Le mois peut-il encore s’enrichir ? Un calendrier communiqué à la fin août photographie l’essentiel mis en avant. D’autres ajouts de catalogue, moins événementiels, peuvent glisser entre les dates. C’est toujours le cas sur une plateforme de cette taille. Pour autant, les sept rendez-vous détaillés ici forment déjà une colonne vertébrale suffisante pour organiser septembre sans vivre les yeux rivés aux menus de suggestions.
Ce qu’il faut vraiment emporter de cette rentrée
Septembre 2026 sur Prime Video ne se résume pas à une affiche unique. Il se joue en plusieurs actes. Acte I : Gal Gadot court dans Londres. Acte II : une émission automobile tente de renaître sans ses voix historiques. Acte III : les romances s’installent. Acte IV : Neagley prend le premier rôle. Acte V : un film français mélange amour et danger. Acte VI : une prise d’otages s’étire en série. Acte VII : une doctorante et un professeur de biologie font semblant, puis peut-être davantage.
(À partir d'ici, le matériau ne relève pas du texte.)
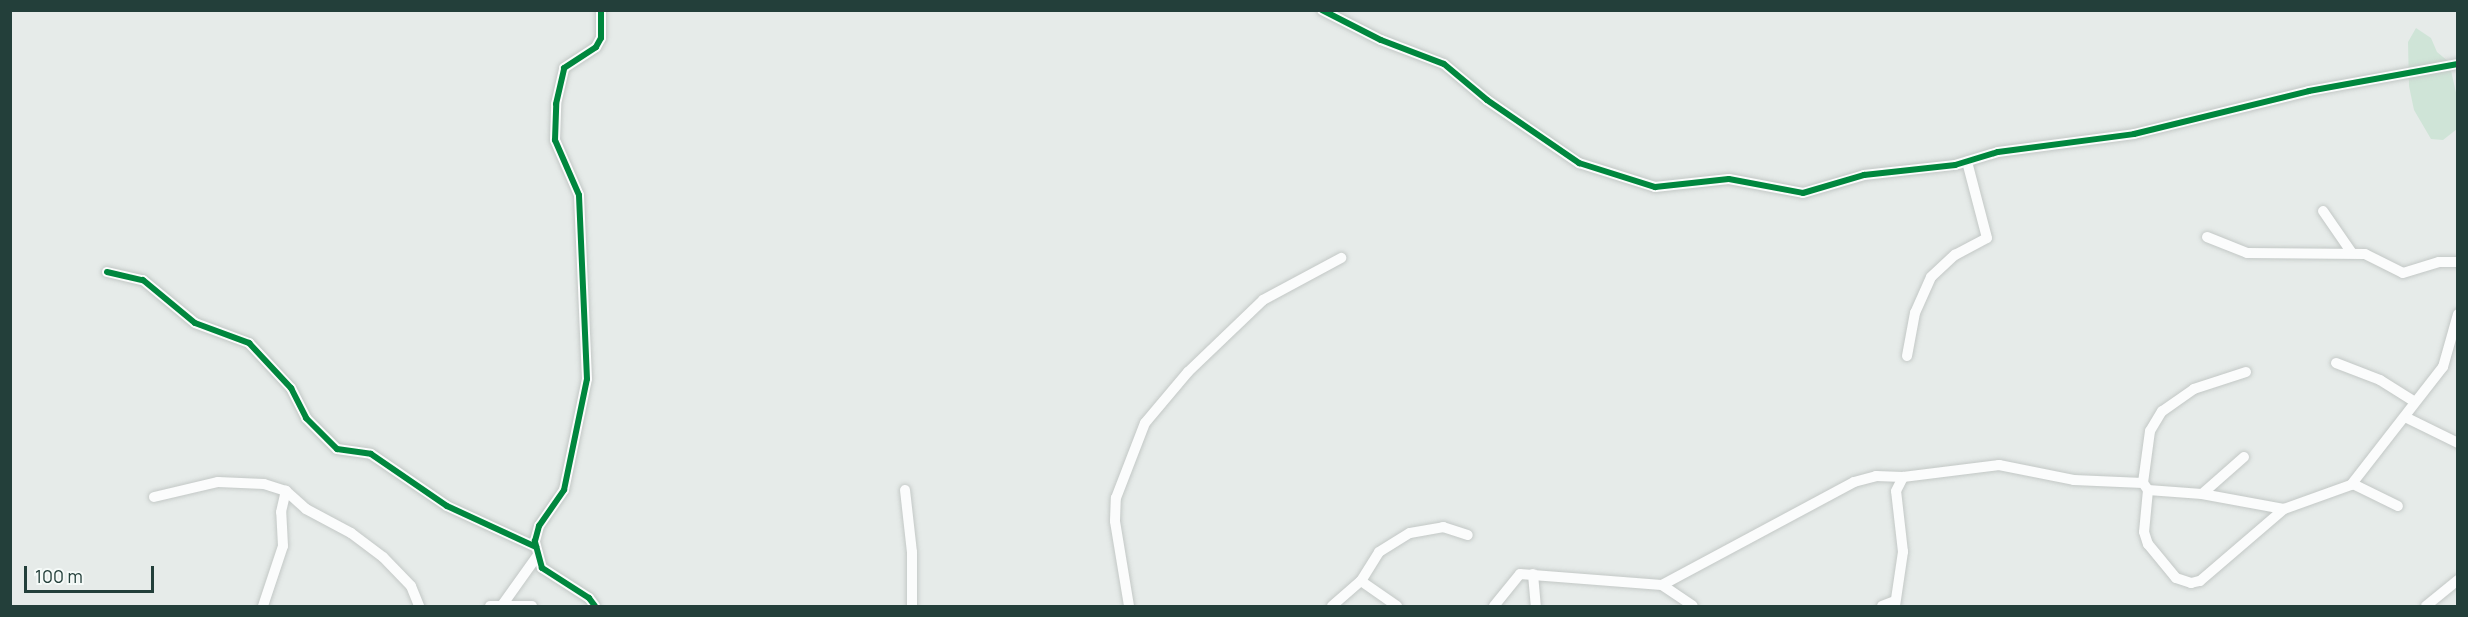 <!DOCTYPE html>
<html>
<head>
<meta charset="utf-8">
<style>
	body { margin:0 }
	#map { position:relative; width:2468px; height:617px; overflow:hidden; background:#e6ebe9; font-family:Manrope,sans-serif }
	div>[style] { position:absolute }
	.green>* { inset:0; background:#cfe4d7 }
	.roads { filter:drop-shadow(0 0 2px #c3c8c6) drop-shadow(0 0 2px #c3c8c6) }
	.minor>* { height:10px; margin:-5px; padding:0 5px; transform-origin:5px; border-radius:5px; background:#fbfcfc }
	.cycleway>* { height:6px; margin:-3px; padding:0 3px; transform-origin:3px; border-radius:3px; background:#00873e }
	span { translate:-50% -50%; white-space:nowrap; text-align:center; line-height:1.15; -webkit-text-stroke:4.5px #f5faf8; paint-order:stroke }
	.frame { position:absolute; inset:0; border:12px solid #233f3a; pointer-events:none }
	.scale { position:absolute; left:24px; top:566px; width:130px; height:27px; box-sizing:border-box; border:3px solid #233f3a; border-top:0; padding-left:8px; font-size:18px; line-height:21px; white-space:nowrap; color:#233f3a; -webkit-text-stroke:4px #f5faf8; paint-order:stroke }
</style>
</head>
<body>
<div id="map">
	<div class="green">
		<div style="clip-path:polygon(2416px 28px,2431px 38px,2437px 52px,2449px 62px,2457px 97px,2457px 129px,2443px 140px,2431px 139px,2414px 110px,2409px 86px,2408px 42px)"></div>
	</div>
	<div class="roads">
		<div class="minor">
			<div style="left:1322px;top:10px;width:66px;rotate:27deg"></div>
			<div style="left:1381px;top:40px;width:67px;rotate:20.9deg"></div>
			<div style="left:1444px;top:64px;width:56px;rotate:39.9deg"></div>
			<div style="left:1487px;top:100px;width:112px;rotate:34.4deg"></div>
			<div style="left:1579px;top:163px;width:80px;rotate:17.5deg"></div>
			<div style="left:1655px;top:187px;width:74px;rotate:-6.2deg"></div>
			<div style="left:1729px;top:179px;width:75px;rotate:10.7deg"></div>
			<div style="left:1803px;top:193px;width:64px;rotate:-16.4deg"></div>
			<div style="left:1864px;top:175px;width:92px;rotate:-6.3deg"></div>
			<div style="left:1955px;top:165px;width:45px;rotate:-16.8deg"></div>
			<div style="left:1998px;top:152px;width:137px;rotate:-7.5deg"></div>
			<div style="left:2134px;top:134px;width:180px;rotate:-13.8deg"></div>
			<div style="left:2309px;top:91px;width:151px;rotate:-10.3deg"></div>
			<div style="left:2323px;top:211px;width:51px;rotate:55.4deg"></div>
			<div style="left:2207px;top:237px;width:43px;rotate:21.8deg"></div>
			<div style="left:2247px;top:253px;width:118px;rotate:0.5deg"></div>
			<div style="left:2365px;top:254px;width:42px;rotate:26.6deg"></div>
			<div style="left:2403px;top:273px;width:38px;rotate:-17deg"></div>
			<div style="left:2439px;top:262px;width:19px"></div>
			<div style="left:107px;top:272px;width:37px;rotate:13deg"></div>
			<div style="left:143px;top:280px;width:67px;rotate:39.6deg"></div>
			<div style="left:195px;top:323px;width:58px;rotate:20.3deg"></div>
			<div style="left:249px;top:343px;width:62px;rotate:47deg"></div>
			<div style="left:291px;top:388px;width:34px;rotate:63deg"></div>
			<div style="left:306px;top:418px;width:44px;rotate:45deg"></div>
			<div style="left:337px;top:449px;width:34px;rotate:8deg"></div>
			<div style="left:371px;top:454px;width:92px;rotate:34.4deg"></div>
			<div style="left:447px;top:506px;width:98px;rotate:24.7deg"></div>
			<div style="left:1907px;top:356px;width:44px;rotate:-79.5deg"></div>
			<div style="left:1915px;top:313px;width:39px;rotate:-66deg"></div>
			<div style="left:1931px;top:277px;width:33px;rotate:-43deg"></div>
			<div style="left:1955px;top:255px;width:36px;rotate:-28deg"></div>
			<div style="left:1987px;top:238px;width:79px;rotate:-104.7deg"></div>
			<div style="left:2336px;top:363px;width:47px;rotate:21.1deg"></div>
			<div style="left:2380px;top:380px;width:41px;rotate:32.2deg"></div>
			<div style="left:2246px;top:372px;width:55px;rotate:161.9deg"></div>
			<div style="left:2194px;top:389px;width:39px;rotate:145deg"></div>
			<div style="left:2162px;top:411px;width:23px;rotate:121deg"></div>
			<div style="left:2150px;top:431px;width:52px;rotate:97.7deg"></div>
			<div style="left:2143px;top:483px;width:9px;rotate:54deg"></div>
			<div style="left:2148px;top:490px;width:54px;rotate:4.2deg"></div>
			<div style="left:2202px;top:494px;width:83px;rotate:10.4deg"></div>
			<div style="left:2405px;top:417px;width:59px;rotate:26.1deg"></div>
			<div style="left:2353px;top:484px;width:50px;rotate:26.1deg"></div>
			<div style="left:905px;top:490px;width:62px;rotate:83.6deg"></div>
			<div style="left:912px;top:552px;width:54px;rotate:90deg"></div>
			<div style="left:2148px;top:490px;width:42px;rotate:95.4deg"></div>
			<div style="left:2144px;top:532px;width:13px;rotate:72deg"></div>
			<div style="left:2148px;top:544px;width:44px;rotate:50.5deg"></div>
			<div style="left:2176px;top:578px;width:16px;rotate:18deg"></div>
			<div style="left:2191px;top:583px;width:9px;rotate:-13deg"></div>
			<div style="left:2200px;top:581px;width:111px;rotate:-40.6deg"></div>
			<div style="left:2284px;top:509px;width:71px;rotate:-19.7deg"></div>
			<div style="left:2351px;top:485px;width:150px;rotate:-52.1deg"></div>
			<div style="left:2443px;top:367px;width:55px;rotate:-74.2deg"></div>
			<div style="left:2202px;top:494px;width:56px;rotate:-41.4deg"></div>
			<div style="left:154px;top:497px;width:66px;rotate:-13.2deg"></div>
			<div style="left:218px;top:482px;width:46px;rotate:2.5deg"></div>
			<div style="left:264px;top:484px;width:23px;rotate:18deg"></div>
			<div style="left:286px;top:491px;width:27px;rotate:42deg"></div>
			<div style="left:306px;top:509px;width:51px;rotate:28.1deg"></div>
			<div style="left:351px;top:533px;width:40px;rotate:37deg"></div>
			<div style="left:383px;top:557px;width:40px;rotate:46deg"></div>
			<div style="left:411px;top:586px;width:22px;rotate:68deg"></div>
			<div style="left:1533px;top:574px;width:32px;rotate:85deg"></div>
			<div style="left:1361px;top:581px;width:34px;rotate:-58deg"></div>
			<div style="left:1379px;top:552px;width:36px;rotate:-32deg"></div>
			<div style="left:1410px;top:533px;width:34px;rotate:-10deg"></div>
			<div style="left:1443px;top:527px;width:26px;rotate:18deg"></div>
			<div style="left:1662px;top:585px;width:218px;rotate:-28.2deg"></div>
			<div style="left:1854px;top:482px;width:23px;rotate:-15deg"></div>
			<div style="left:1876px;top:476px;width:27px;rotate:2deg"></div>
			<div style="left:503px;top:604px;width:60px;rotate:-54.5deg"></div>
			<div style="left:263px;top:606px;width:63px;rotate:-71.6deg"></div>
			<div style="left:283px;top:546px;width:34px;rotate:-93deg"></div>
			<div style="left:281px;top:512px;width:22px;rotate:-77deg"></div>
			<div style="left:490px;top:606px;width:42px"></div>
			<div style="left:595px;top:606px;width:10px;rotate:-127deg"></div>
			<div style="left:589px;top:598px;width:56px;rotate:-147.4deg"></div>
			<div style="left:542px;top:568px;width:28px;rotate:-105deg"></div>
			<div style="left:535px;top:541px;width:16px;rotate:-75deg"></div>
			<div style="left:539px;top:526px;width:44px;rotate:-55.2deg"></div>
			<div style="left:564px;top:490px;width:113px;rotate:-78.3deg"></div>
			<div style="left:587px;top:379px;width:184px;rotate:-92.5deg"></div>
			<div style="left:579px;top:195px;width:60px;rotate:-113.6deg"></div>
			<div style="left:555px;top:140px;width:36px;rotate:-88deg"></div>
			<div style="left:556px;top:104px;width:37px;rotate:-77deg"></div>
			<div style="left:564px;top:68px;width:38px;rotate:-33deg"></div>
			<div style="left:596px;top:47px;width:10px;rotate:-61deg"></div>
			<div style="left:601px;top:38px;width:28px;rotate:-90deg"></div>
			<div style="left:1129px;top:606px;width:86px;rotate:-99.4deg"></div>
			<div style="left:1115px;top:521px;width:23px;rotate:-88deg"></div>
			<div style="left:1116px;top:498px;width:80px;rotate:-68.9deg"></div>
			<div style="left:1145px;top:423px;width:67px;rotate:-49.9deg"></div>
			<div style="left:1188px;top:372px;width:104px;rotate:-43.8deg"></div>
			<div style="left:1263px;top:300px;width:89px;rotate:-28.3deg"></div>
			<div style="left:1332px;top:606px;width:38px;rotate:-41deg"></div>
			<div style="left:1361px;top:581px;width:44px;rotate:34.8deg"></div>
			<div style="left:1494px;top:606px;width:41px;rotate:-50.9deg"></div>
			<div style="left:1520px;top:574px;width:142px;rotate:4.4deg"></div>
			<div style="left:1662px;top:585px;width:37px;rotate:34deg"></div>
			<div style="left:1882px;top:606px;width:14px;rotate:-21deg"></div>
			<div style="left:1895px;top:606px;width:55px;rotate:-81.6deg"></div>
			<div style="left:1903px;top:552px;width:61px;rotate:-96.5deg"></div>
			<div style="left:1896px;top:491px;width:16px;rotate:-63deg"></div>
			<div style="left:1903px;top:477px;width:97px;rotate:-7.1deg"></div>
			<div style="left:1999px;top:465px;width:76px;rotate:11.3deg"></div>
			<div style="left:2074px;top:480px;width:69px;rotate:2.5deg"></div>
			<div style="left:2426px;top:606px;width:41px;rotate:-39.1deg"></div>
		</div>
	</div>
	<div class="cycleway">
		<div style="left:1322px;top:10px;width:66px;rotate:27deg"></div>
		<div style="left:1381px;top:40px;width:67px;rotate:20.9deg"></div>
		<div style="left:1444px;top:64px;width:56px;rotate:39.9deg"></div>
		<div style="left:1487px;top:100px;width:112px;rotate:34.4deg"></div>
		<div style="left:1579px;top:163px;width:80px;rotate:17.5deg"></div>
		<div style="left:1655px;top:187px;width:74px;rotate:-6.2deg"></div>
		<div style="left:1729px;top:179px;width:75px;rotate:10.7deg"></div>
		<div style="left:1803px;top:193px;width:64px;rotate:-16.4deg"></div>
		<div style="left:1864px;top:175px;width:92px;rotate:-6.3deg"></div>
		<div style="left:1955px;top:165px;width:45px;rotate:-16.8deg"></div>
		<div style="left:1998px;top:152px;width:137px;rotate:-7.5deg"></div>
		<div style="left:2134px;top:134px;width:180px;rotate:-13.8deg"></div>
		<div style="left:2309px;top:91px;width:151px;rotate:-10.3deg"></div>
		<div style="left:107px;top:272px;width:37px;rotate:13deg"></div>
		<div style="left:143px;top:280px;width:67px;rotate:39.6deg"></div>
		<div style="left:195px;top:323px;width:58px;rotate:20.3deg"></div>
		<div style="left:249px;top:343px;width:62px;rotate:47deg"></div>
		<div style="left:291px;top:388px;width:34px;rotate:63deg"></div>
		<div style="left:306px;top:418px;width:44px;rotate:45deg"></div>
		<div style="left:337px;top:449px;width:34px;rotate:8deg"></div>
		<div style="left:371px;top:454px;width:92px;rotate:34.4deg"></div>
		<div style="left:447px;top:506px;width:98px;rotate:24.7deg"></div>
		<div style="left:595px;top:606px;width:10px;rotate:-127deg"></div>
		<div style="left:589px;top:598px;width:56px;rotate:-147.4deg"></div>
		<div style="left:542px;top:568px;width:28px;rotate:-105deg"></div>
		<div style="left:535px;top:541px;width:16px;rotate:-75deg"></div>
		<div style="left:539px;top:526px;width:44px;rotate:-55.2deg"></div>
		<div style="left:564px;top:490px;width:113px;rotate:-78.3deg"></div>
		<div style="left:587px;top:379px;width:184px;rotate:-92.5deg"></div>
		<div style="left:579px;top:195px;width:60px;rotate:-113.6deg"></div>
		<div style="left:555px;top:140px;width:36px;rotate:-88deg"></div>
		<div style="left:556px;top:104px;width:37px;rotate:-77deg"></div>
		<div style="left:564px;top:68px;width:38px;rotate:-33deg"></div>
		<div style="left:596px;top:47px;width:10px;rotate:-61deg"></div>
		<div style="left:601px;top:38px;width:28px;rotate:-90deg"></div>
	</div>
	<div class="frame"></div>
	<div class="scale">100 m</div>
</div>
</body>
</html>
On peut n’en retenir que deux et passer un très bon mois. On peut aussi décider que cette rentrée sera celle où l’on teste enfin un genre que l’on évite d’habitude. Le thriller pour les allergiques à l’action gratuite. La romance universitaire pour ceux qui jurent n’aimer que les enquêtes. Le road-trip automobile pour ceux qui pensaient n’avoir plus rien à faire d’une émission de voitures. Les catalogues servent aussi à cela : déplacer d’un cran ses habitudes.
Au moment de choisir, une seule méthode reste honnête. Regarder la date, le genre, le contrat. Pas la bande-annonce la plus bruyante. The Runner promet l’urgence. Neagley promet une enquêtrice déjà familière. The Love Hypothesis promet le frottement entre science et sentiment. Toi + Moi : Seuls contre tous promet un ancrage français. Le reste du calendrier orchestre ces promesses. À chacun, ensuite, de décider laquelle mérite vraiment la première place sur l’écran du salon.